BYU’s latest addition to the offensive line is a 6-foot-7 high school basketball player who hadn’t played football since the eighth grade.
Say, what?
Tyler Little fits the bill for how head coach Kalani Sitake approaches recruiting, going for measurables and developmental players in a world where four- and five-star recruits are targeted by the nation’s top football programs.
Little, who already served a two-year Latter-day Saint mission to Chile and Houston, Texas, worked out with a junior college football team and turned heads of recruiters at Boise State, Utah, BYU and Baylor.
Unranked in the star system, he is an impressive athlete coming in with no football experience.
When you see that four of the five Cougar players drafted in the 2021 draft were either walk-ons or just 2-star players, and Zach Wilson, who has never rated higher than three stars out of Corner Canyon yet became the highest player drafted in school history, maybe the approach is working.
“I’ve got a standard at certain positions that I won’t budge on. There’s a length standard and there’s a speed standard.” — BYU assistant coach Ed Lamb
Right now BYU has more quality experienced depth at cornerback than at any time in two decades. Maybe ever.
And that’s by design, according to assistant head coach Ed Lamb, who is tasked with being the point man for evaluating personnel. He has a big say in who will receive scholarships and exactly where players will be targeted to play on the field.
In a mid-May interview with Ben Criddle on ESPN 960 radio, Lamb elaborated on how Sitake’s staff targets tangibles and the upside of prospects rather than the star system ranking in recruiting.
“It really is the standard,” said Lamb. “I mean that’s the term I use. I’ve got a standard at certain positions that I won’t budge on. There’s a length standard and there’s a speed standard. There’s a little bit of a cross between that. If the guy’s not quite as long, not quite as tall, then I’d like to see him be more dynamic and faster, particularly with corners for me and Coach Jernaro Gilford.”
Lamb said BYU recruiting for corners since he’s been there is patterned after the story of Chris Wilcox, who was overlooked as a football player but was a track athlete and was drafted by Tampa Bay in the seventh round, the first BYU corner taken since Derwin Gray in 1993.
“We’re looking for demonstrated speed on the track. It is very difficult for us to pull the trigger on a guy if they are close but we’ve got a demonstrated and long-term track time on one player and another one seems the same on video.
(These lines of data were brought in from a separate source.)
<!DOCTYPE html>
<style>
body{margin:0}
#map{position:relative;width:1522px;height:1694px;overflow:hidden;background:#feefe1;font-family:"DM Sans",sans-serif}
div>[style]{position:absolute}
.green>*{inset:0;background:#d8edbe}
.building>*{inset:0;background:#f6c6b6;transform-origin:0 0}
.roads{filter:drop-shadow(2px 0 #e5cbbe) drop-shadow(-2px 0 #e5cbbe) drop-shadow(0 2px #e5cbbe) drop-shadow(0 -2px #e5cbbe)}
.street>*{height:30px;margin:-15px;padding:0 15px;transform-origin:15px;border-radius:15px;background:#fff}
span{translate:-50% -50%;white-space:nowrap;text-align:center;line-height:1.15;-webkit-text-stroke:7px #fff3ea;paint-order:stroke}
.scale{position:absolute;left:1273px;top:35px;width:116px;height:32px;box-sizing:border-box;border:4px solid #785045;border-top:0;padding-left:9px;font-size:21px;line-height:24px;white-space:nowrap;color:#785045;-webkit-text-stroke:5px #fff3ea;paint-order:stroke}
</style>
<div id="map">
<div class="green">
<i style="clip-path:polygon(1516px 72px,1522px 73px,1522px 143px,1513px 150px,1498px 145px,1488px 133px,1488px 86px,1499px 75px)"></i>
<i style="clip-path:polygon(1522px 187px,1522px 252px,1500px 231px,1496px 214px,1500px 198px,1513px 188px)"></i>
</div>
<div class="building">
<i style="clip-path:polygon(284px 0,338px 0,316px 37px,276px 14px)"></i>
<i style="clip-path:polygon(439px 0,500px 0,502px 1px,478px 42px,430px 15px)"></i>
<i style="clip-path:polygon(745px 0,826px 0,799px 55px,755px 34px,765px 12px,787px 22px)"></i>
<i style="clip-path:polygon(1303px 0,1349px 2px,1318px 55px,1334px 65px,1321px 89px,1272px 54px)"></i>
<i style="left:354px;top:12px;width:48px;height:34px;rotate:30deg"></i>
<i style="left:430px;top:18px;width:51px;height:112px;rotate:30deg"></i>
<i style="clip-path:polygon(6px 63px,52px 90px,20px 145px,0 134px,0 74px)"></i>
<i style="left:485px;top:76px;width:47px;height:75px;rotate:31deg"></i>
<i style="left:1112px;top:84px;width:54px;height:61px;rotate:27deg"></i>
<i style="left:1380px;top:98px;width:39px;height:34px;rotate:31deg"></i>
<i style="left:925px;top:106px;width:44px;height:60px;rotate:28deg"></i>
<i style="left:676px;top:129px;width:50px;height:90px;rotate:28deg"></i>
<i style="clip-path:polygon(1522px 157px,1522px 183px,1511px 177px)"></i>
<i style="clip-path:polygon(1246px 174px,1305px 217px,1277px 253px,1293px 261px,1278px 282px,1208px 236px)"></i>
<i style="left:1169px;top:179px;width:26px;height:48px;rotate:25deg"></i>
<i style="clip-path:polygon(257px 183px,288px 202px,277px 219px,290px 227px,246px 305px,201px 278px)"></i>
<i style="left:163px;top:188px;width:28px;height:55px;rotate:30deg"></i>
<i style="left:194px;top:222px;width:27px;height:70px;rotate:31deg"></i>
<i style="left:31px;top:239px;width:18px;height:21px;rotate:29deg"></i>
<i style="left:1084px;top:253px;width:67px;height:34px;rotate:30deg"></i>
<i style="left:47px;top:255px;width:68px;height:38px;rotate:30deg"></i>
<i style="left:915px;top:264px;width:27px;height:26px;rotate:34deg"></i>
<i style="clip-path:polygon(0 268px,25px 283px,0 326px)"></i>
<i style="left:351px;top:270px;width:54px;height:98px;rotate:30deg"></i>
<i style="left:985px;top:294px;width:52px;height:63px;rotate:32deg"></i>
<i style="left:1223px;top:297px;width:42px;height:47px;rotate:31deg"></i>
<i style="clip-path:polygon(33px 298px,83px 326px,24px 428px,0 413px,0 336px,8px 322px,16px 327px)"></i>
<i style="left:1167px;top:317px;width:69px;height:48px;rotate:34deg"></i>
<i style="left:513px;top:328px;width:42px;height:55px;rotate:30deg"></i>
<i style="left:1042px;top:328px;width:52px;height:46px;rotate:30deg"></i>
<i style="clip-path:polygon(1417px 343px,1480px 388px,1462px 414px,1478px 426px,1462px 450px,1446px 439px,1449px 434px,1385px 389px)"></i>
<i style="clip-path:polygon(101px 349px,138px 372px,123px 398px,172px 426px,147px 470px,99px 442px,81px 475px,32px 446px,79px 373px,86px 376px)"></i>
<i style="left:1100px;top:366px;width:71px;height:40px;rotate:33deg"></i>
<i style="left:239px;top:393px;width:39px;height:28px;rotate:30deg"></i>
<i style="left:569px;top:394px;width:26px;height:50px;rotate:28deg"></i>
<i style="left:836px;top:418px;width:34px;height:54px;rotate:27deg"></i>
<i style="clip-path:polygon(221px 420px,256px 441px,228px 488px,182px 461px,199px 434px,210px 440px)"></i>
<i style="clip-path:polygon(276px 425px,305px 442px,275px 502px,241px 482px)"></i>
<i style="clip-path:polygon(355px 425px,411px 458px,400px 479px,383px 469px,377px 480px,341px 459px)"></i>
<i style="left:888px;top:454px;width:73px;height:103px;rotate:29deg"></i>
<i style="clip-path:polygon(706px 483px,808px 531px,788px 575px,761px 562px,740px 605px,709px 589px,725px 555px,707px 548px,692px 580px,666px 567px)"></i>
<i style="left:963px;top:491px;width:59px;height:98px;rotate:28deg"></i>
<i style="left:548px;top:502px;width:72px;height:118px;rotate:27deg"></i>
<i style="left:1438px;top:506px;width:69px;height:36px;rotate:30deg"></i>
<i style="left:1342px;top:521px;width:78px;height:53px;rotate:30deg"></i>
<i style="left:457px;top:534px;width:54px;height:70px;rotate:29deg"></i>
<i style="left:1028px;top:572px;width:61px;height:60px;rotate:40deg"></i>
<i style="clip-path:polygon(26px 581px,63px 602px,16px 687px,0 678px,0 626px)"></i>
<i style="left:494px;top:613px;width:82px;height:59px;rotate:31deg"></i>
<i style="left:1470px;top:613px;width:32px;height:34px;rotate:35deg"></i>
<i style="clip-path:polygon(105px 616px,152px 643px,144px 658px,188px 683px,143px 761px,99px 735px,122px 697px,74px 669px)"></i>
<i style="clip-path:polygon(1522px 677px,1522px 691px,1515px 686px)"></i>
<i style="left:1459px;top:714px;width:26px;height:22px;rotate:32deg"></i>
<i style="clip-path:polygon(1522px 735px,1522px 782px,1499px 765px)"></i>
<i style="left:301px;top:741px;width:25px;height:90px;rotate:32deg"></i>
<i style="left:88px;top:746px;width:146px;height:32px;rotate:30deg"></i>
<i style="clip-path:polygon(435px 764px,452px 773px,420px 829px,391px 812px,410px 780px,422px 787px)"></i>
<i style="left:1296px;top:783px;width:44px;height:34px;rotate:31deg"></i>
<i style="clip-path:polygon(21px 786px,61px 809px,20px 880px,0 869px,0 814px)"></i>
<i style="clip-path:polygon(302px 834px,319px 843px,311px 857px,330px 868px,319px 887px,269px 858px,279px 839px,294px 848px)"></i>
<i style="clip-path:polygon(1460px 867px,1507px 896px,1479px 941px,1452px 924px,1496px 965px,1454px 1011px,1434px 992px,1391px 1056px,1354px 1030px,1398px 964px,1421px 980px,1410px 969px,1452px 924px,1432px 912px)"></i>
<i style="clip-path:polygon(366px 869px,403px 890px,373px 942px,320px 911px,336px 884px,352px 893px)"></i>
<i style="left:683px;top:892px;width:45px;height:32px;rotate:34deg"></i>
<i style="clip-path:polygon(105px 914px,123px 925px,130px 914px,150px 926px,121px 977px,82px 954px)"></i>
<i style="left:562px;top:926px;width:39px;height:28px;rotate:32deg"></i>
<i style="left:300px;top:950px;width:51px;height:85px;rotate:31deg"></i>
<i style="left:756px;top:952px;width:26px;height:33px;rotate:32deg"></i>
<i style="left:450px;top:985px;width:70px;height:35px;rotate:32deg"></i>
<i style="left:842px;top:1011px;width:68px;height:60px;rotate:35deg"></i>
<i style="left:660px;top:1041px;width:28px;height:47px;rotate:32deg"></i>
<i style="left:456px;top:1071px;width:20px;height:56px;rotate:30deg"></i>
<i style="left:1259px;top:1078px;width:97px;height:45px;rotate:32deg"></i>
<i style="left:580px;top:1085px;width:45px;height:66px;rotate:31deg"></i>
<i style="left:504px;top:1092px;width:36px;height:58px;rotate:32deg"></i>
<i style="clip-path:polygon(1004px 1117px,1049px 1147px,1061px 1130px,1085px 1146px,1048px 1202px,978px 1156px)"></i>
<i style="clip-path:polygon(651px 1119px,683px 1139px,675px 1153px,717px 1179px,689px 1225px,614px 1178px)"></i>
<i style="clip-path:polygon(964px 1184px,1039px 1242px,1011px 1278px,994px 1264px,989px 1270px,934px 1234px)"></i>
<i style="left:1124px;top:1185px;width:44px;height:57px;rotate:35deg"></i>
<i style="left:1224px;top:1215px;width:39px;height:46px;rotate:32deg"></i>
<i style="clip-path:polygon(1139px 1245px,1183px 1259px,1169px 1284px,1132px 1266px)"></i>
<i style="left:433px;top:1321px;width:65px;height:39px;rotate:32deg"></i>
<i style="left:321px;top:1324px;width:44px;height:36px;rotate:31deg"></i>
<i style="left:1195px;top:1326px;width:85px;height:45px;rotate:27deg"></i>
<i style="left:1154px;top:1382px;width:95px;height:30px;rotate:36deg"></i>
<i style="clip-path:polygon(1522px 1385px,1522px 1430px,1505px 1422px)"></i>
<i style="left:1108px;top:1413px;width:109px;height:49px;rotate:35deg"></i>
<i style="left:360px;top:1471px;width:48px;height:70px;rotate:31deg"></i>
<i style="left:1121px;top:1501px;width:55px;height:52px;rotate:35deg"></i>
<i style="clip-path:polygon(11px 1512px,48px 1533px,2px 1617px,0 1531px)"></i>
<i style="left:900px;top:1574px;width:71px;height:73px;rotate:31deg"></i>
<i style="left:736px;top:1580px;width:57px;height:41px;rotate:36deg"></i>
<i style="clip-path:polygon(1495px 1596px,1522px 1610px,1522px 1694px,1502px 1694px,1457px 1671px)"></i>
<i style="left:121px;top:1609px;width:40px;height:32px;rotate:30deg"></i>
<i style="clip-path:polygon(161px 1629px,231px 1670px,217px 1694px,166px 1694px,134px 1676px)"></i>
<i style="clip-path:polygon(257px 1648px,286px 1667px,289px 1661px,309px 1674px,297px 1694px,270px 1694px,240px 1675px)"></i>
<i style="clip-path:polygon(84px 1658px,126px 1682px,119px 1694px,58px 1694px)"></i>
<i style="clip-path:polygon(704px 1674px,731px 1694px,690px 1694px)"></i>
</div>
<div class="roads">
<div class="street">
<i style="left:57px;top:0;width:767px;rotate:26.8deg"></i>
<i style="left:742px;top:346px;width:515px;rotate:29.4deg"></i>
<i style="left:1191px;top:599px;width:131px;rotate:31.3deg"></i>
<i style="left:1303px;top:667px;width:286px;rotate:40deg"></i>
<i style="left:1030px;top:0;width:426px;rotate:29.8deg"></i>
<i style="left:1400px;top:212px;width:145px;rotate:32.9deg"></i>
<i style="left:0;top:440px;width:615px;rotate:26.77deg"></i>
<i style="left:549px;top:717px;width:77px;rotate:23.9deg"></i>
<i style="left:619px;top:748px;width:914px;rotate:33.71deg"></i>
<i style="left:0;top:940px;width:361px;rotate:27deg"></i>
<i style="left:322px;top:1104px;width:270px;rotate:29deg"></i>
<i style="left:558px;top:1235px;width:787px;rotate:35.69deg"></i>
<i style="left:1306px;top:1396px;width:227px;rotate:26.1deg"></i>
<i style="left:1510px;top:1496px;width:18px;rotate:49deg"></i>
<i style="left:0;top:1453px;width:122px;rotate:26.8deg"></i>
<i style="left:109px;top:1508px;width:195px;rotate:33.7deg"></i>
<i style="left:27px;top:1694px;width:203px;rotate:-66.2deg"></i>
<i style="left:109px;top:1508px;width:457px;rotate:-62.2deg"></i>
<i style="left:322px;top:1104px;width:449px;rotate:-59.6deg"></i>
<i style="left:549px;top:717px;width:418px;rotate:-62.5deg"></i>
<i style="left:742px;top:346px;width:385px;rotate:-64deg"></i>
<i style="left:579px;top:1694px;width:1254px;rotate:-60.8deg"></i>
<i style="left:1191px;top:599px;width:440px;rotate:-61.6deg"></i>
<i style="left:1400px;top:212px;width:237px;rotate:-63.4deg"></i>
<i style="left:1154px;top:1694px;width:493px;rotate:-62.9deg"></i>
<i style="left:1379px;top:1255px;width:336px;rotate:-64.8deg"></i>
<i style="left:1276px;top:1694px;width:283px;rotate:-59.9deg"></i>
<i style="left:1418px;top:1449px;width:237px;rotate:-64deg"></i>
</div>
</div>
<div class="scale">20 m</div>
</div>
We’re gonna go with the guy that’s got that demonstrated verifiable speed,” said Lamb.
Lamb said he credits Sitake because both he and the head coach believe the standards are the most important thing in a program that emphasizes development, particularly in defensive players that can impact a game.
“Football is a developmental sport. It’s a skilled sport. We aren’t playing baseball, we’re not playing golf. You don’t have to start when you are 3 years old. Some of our best players don’t even start playing football until they’re sophomores or juniors in high school. That being said, I think there’re probably some schools that can go out and have a high standard of height, weight, and speed, and the talent is there, the development has already occurred. I think with the schedule we are trying to play, particularly in the secondary, we have to take guys with upside.” That means potential with measurables.
Lamb said he and Gilford have worked together a very long time, way before they came to coach at BYU (SUU), and they normally don’t win recruiting battles out of state.
“Non-LDS defensive backs who are getting attention from Pac 12 schools are not easily committable to BYU, but we are not going to do it with the second-rate recruit. We have to have a standard of speed, size, competitiveness and character, so we just go out and keep beating the bushes.”
Lamb said his name gets thrown around because of his success at SUU getting corners drafted and the Wilcox story is always linked to his efforts.
“It is a complete team effort in fact-finding them. There is a lot of work in it but the magic really occurs when Jernaro takes over, encourages them, chases them around campus and, you know, plays the game you have to as a position coach. He has a strong relationship with the players as a position coach. It’s a long answer but I’m passionate about it. We take a lot of developmental players.”
A few days before BYU’s media day June 17, Gilford told the Deseret News he believed the cornerback position would be the strength of BYU’s defense in 2021.
“Sometimes we have to take our bumps and bruises with them because they don’t know the position for the first few years. And that’s the hard part, you know,” Gilford said. “We do recruit natural corners now just to help those guys. When you have a pure corner, a guy like Micah Harper, those guys can come in and teach the (less experienced) guys so much, because they already know the right way to do it.”
Cornerback D’Angelo Mandell described the process of developing as a cornerback group over the years.
“There were a lot of ups and downs in the beginning when we were freshmen. That’s just what it’s like coming in straight out of high school. Over the years we’ve built trust and we’ve obviously gotten better each year,” said Mandell on media day June 17.
Lamb said size and speed trump every measurable in a recruit that fits the BYU admittance. He’ll take that over everything.
It’ll be fun to see if they can mold these players into stars.